What does SM&CR mean for paraplanners?

11 November 2019

The Senior Managers and Certified Persons legislation comes in on 1 December but to what extent does it apply to paraplanners? We talked to Steve Bailey of ATEB Consulting, Jo Campbell of Parasols and Kim Binks of Apricity Compliance about the issue

The Senior Managers and Certified Persons (SM&CR ) legislation aims to ensure that the people in a business who can impact upon the client are properly regulated and appropriate for the role. Paraplanners are most likely to fall under the latter Certified Persons section.

However, whether paraplanners are affected will depend on the role they undertake within the business.

Steve Bailey of ATEB Consulting says: “The likelihood is that most paraplanners will need to be certificated. The key is to consider what the individual actually does.

“If the individual is within the jurisdiction of the SM&CR it will be under the ‘Client dealing function’. The initial version of this function was insufficiently tightly defined and could have been taken as including all administration staff, for example, when this was never the intention. The FCA included clarification on the definition in its final guides and papers.”

The final description of this function in the FCA Guide for firms is: This function will be expanded from the current CF30 function to apply to any person dealing in or arranging investments with clients, including retail and professional clients and eligible counterparties.
This will include:
• financial advisers
• people who are involved in corporate finance business
• people who are involved in dealing or arranging deals in investments
• investment managers.

The relevant rules are SYSC 27.8.22A (and guidance at SYSC 27.8.22B), which essentially state that the client-dealing FCA certification function does not apply to purely administrative roles even though they involve customer contact nor does it apply to someone who has no scope to choose, decide or reach a judgement on what should be done in a given situation, and whose tasks do not require them to exercise significant technical skill.

But, as Jo Campbell and Kim Binks highlight, the FCA has said it is up to the individual firms to decide whether paraplanners should be considered to hold the client dealing function. The FCA stance is that it ‘provides firms with flexibility to exercise judgement on whether a role requires certification‘.

“It really comes down to what a paraplanner does within a business “and how much of an impact they may have,” say Campbell and Binks. “It will depend on the complexity of the role, how automated the work is and whether it involves exercising discretion or judgement.
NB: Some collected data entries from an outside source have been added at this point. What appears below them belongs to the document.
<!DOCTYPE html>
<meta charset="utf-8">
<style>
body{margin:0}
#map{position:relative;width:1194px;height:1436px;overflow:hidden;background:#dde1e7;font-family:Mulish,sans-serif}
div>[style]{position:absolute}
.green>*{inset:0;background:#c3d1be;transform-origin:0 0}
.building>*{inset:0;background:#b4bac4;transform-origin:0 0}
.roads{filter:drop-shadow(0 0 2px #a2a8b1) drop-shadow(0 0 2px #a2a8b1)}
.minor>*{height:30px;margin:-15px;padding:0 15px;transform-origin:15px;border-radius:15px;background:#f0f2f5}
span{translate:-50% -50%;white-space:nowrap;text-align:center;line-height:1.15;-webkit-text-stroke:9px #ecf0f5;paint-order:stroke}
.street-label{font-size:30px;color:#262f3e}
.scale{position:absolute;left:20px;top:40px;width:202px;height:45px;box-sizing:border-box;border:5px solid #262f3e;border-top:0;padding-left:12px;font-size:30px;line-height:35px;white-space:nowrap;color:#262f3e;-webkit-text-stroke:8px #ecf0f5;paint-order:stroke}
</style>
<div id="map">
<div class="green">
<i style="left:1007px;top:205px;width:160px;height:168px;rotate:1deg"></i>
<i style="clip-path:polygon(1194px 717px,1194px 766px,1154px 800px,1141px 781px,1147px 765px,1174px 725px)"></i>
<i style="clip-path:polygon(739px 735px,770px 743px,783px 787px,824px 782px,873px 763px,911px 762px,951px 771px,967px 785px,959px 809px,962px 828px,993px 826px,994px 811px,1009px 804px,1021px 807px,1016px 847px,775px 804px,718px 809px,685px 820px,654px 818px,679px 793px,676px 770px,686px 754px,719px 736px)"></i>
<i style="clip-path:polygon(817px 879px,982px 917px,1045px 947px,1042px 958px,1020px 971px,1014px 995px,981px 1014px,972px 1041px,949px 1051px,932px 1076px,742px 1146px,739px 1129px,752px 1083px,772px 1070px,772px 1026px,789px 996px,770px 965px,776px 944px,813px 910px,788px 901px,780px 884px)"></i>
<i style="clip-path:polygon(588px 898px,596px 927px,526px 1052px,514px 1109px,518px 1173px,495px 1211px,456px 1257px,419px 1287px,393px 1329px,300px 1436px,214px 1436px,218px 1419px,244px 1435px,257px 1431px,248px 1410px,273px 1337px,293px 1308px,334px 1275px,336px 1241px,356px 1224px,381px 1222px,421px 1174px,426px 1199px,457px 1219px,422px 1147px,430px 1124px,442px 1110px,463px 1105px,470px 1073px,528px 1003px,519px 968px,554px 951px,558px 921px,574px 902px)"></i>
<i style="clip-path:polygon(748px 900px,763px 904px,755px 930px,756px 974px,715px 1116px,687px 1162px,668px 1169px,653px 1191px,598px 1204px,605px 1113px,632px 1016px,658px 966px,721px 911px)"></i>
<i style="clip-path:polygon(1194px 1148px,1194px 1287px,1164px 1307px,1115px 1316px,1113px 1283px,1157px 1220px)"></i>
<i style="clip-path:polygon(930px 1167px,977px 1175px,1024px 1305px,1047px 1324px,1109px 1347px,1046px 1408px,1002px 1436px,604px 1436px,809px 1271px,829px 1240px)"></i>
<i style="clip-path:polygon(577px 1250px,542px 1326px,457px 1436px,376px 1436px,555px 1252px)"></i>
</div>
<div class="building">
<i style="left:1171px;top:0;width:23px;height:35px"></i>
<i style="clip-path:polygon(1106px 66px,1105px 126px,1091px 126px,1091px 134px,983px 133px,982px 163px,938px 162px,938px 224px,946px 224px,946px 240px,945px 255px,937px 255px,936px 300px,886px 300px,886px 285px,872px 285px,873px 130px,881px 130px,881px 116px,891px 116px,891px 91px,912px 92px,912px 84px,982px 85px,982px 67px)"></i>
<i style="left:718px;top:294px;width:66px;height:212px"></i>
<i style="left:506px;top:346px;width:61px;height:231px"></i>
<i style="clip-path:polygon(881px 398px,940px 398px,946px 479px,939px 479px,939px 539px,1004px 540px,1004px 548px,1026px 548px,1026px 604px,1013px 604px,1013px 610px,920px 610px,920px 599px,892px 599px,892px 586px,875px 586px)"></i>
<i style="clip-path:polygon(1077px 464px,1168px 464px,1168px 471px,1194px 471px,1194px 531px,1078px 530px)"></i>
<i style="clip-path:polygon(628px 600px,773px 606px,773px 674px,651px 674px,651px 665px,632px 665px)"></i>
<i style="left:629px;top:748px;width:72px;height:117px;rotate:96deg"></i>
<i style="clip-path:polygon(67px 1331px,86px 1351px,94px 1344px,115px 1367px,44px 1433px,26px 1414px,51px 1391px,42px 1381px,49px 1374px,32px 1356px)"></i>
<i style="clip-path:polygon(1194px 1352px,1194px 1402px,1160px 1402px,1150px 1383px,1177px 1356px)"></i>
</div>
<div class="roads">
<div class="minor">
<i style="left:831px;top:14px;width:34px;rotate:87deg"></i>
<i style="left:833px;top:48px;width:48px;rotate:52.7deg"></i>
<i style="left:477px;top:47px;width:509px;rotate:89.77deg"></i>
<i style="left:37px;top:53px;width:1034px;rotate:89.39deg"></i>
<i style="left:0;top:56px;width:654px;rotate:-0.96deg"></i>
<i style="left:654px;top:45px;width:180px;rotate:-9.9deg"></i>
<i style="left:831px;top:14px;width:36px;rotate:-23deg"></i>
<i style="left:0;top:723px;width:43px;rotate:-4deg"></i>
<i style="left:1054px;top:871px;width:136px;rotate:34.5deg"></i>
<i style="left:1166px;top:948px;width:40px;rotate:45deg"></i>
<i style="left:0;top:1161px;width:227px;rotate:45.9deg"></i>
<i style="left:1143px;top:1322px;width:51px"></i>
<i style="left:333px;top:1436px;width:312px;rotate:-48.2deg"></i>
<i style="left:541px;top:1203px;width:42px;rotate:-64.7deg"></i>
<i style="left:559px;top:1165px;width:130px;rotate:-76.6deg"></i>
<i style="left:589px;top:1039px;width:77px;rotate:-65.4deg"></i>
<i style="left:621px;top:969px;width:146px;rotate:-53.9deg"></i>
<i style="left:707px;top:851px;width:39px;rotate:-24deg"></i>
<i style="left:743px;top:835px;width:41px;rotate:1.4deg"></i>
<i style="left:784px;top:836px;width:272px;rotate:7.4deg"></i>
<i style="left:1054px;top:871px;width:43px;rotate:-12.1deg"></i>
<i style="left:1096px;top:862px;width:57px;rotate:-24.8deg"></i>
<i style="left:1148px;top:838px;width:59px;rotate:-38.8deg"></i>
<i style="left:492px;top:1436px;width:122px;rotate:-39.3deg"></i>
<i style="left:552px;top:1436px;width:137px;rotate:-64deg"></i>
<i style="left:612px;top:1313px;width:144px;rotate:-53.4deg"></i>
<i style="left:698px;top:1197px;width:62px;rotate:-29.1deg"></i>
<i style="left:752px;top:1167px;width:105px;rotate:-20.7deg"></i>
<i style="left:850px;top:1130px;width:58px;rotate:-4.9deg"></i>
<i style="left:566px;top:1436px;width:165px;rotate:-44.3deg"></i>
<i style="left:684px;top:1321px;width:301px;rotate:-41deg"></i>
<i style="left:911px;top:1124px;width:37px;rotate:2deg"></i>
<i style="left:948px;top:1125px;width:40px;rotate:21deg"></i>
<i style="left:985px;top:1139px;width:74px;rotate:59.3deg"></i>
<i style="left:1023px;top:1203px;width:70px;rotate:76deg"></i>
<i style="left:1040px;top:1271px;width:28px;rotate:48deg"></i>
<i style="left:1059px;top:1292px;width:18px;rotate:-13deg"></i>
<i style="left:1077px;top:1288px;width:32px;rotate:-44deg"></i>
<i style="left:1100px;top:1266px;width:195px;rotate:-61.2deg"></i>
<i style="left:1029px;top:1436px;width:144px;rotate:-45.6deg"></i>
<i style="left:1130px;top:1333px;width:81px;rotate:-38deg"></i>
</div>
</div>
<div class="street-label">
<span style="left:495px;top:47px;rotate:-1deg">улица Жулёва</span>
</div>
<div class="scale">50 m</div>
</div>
Obviously, the more discretion, complexity and judgement involved, the more chance that role will be required to be certified.”

They add that those on investment panels or creators of central investment portfolios (CIPs), client retirement portfolios (CRPs), who undertake platform due diligence and conduct complex strategies for clients “should certainly be certified”, along with those who are involved integrally in any business decisions and participate in client meetings.

However, they add that if a paraplanner writes largely automated reports and does not get involved with any business, fund or provider decisions, they “may not require certification”.

Bailey agrees: “If the role is simple or largely automated then they might not need to be certificated. If the role involves exercising discretion or judgment in terms of regulated activity then they probably will need to be certificated.”

For external paraplanners, the position is less clear, Bailey says. “The headline answer is that SM&CR does not apply to firms that are not authorised under FSMA.” This implies that if the firm/paraplanner is authorised then the SM&CR does apply, otherwise it does not apply.

However, he adds that adviser firms need to note the following reminder: “If your firm relies on a third party for the operational functions of the firm, your firm is still fully responsible for carrying out all of its regulatory obligations. While you may outsource the function, you can’t outsource accountability for this function.” (FCA – Guide for FCA solo-regulated firms)

Bailey continues: “This probably means that the firm needs to have an appropriate contract and service standard in place and that appropriate due diligence is undertaken on the paraplanning firm and the individual paraplanners to ensure that the service is of the right quality and standards within the paraplanning firm are complementary to the requirements of SM&CR. Paraplanner firms should consider how they can achieve this.”

And, of course, as Campbell and Binks point out, there will always be those who won’t fit squarely in either camp, such as the external paraplanner who is acts as a member of the team and from whom advice is taken on investment and business decisions, and the internal paraplanner who occasionally helps out with the investment panel.

“Each advisory firm is different, and each paraplanner is different and this creates the 50 shades of paraplanner we see, which can only be a positive thing!

“You know your business best and what may be necessary and what may not. Their advice is “to use discretion but err on the side of caution”. hence, if a firm is any doubt it is better it arranges for its paraplanners to be certified.